MacDonald’s solution was to cross the Broadway Bridge, get out of Southie and head to Kenmore Square, where a punk scene pulsing with anger, noise and rebellion was raging. (Indeed, MacDonald’s second book, Easter Rising: An Irish-American Coming Up From Under chronicles how he used music to get through the pain he suffered from murdered and disabled siblings and growing up in a neighborhood where hundreds of young people were killed, but residents kept asserting that such violence only occurred in black neighborhoods and that Southie was the best place in the world.)

Thousands of miles away, in the waning days of the Pinochet regime, a similar scene sprung up.

Fiskales Ad-Hok was at the center of it.

Malditos la Historia de los Fiskales Ad-Hok, Pablo Insunza’s documentary film, tells the story of the band’s early years, its gradual rise to prominence and its place in Chilean musical history.

Dunreith and I attended a screening of the film tonight at Parque Bustamante during the final installment of documentaries played at Parque Bustamante as part of Providencia’s commemoration of The Week of Memory here in Chile.

Told largely through interviews with original band members Alvaro Espana and Roli Urzua, the 2004 film takes the viewer through the band’s origins until what was then the present.

Formed in response to the dictatorship, Fiskales drew its name by tweaking the title of military prosecutor, or fiscal ad hoc-a position that was filled at the time by General Fernando Torres Silva.

The band’s earlobe-shattering, headbanging, mosh-pit inducing music also reflected its staunch opposition to the regime.

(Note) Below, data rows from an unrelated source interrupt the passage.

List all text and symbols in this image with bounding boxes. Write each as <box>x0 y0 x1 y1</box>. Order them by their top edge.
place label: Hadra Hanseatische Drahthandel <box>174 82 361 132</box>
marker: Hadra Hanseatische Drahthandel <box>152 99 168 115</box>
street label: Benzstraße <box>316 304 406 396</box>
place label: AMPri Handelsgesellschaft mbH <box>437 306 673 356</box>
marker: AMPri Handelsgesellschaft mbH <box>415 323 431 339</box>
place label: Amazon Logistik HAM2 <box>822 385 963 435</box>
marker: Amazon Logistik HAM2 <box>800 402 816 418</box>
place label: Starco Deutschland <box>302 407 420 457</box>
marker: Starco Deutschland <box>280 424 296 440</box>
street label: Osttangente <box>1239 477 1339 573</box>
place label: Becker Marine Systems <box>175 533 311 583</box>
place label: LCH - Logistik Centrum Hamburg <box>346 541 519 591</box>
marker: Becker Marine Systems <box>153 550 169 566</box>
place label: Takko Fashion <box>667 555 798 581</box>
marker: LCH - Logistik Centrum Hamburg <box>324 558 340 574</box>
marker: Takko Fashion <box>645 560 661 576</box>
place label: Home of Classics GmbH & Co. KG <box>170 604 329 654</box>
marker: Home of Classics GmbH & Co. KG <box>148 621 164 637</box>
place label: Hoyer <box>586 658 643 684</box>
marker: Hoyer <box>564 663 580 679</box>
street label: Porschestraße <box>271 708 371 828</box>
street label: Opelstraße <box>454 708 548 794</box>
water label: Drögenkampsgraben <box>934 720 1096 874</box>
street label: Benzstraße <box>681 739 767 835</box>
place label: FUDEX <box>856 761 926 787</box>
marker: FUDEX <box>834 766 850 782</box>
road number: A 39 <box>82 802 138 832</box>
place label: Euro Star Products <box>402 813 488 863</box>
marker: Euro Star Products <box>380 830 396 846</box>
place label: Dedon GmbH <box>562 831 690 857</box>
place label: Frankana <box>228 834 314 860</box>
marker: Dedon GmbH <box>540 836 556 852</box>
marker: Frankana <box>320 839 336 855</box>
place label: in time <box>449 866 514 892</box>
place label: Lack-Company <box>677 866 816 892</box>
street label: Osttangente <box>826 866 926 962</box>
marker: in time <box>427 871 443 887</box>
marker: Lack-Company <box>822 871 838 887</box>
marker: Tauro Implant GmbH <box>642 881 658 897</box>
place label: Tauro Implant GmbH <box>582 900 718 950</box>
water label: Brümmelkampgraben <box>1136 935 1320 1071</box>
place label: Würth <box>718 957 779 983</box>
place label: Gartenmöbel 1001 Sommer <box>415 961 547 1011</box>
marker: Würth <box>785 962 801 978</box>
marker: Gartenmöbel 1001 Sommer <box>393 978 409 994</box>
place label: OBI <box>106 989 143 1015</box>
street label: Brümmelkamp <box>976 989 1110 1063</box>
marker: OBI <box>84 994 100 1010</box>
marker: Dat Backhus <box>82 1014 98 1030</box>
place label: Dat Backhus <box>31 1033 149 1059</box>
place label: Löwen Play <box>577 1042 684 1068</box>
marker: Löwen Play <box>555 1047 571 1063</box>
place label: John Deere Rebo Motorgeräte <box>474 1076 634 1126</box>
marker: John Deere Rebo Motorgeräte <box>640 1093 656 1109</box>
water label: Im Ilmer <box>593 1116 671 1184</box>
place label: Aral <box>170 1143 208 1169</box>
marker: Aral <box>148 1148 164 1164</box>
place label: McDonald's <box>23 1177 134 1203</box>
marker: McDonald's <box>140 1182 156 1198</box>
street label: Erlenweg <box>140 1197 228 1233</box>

Vulgar and profane, the group’s songs take direct aim at the police and the violence in Santiago, among other topics.

More basically, though, Fiskales’ very presence was a direct confrontation to the imposed order and that was a defining characteristic of the country under Pinochet, who is shown calling for those promulgating disorder to be dealt with a “mano dura”, or hard hand.

Malditos takes the viewer through the ban and the country’s development in the 90s. The group opened for punk legends The Ramones in Santiago in 1992-a gig that boosted their profile-and went on to record a series of albums and eventually tour in Europe.

Even though they journeyed away from home, they always returned and kept commenting on the change, or lack thereof, in the country.

After the exuberance invoked in the country by the triumph of the “No” vote in the 1988 plebiscite, Chileans found that Pinochet’s continuing to head the military and serve as as Senator for Life meant that the words and promise of democracy had not been kept.

We had been lied to, one of the band members declares, looking straight at the camera.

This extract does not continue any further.